Power outages from Hurricane Ida have folks recalling days before air conditioning, bringing memories of sweaty, dirty children coming home after a day of outside play.

Jacob Scardina, of Baton Rouge, says, "My brother and I, and sometimes neighbor kids, played under the house in the summer. Late in the afternoon we came out, stripped off, got in a No. 3 washtub of sun-warmed water in the backyard and bathed before we could go in the house."

Carol Gaignard, of New Iberia, recalls a more extreme cleaning method.

"In the late '50s, we didn't have air conditioning, so my four little brothers (Larry, Bruce, Mark, and Perry Gaudin) played outside all day during the summer wearing only shorts.

"At the end of the day, Daddy gave a whistle and they all came running home for supper. Covered with sweaty dirt and tar under their feet, they had to get cleaned up before coming to the table.

"Mama would fill the bathtub with hot water, Tide, and Clorox and put all four in at one time. After splashing each other for about 15 minutes, they came out pink! Even the tar under their feet was gone. However, it took forever to clean the tub and dry the bathroom walls and floor."

Show and tell

Gail Stephenson, of Baton Rouge, says 30 years ago son Scott, in second grade, put stories she had told me about him on an “All About Me” bulletin board.

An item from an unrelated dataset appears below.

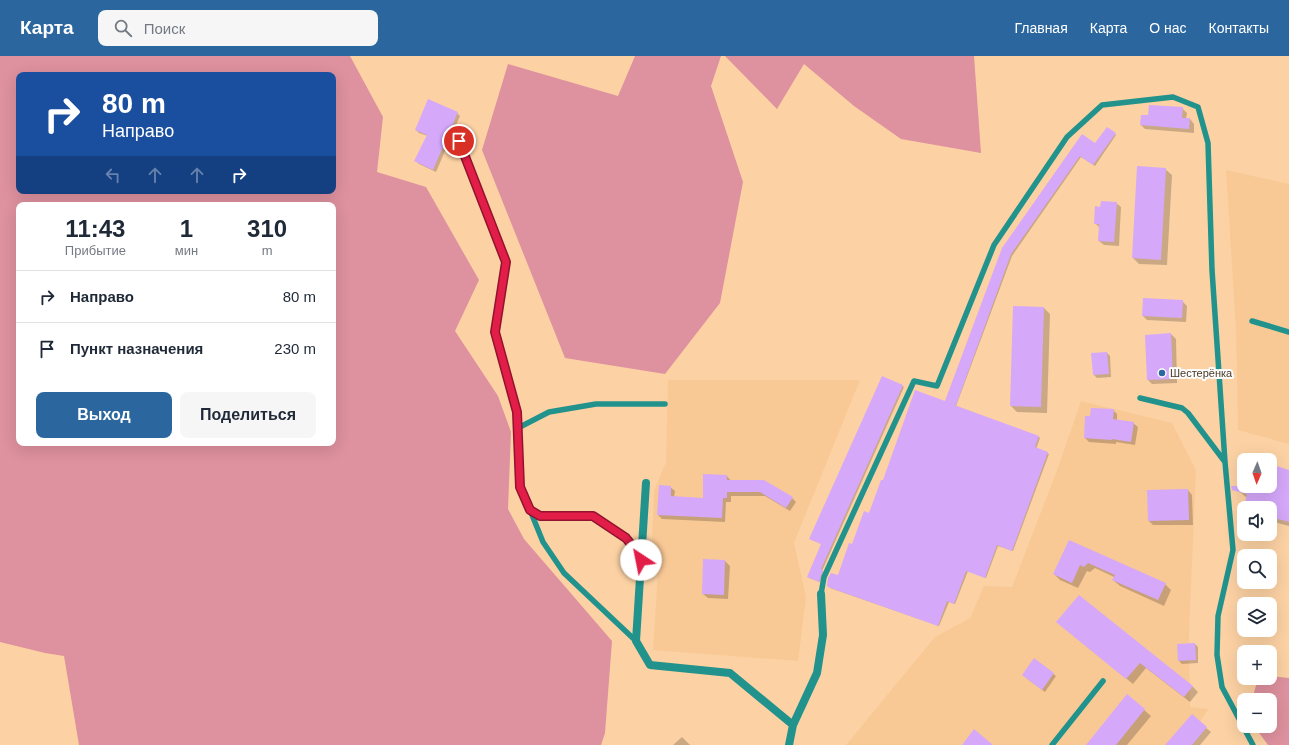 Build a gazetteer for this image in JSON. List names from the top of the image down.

Gail wrote me about this, and we had a pizza lunch at The Pastime, where, she says, "You gave Scott trading cards of you in an LSU football uniform to add to the display."

She says, "Granddaughter Zelda is now in second grade, and had to make an 'All About Me' bag, containing five items showing what made her special. Among her items was a story from your column about her eating items straight from the garden, and a sprig of tarragon, which she ate in front of the class."

Which reminds me

The trading cards of me in an LSU football uniform, which Gail Stephenson mentioned, are from a day I spent practicing with the Tigers for a story in Baton Rouge Magazine.

Publisher Norman Ferachi liked me to do such stuff, and arranged with LSU Coach Jerry Stovall for me to work out with the team.

I had my ankles taped, was issued a T-shirt and shorts, and went to a class for defensive linemen taught by Coach Pete Jenkins.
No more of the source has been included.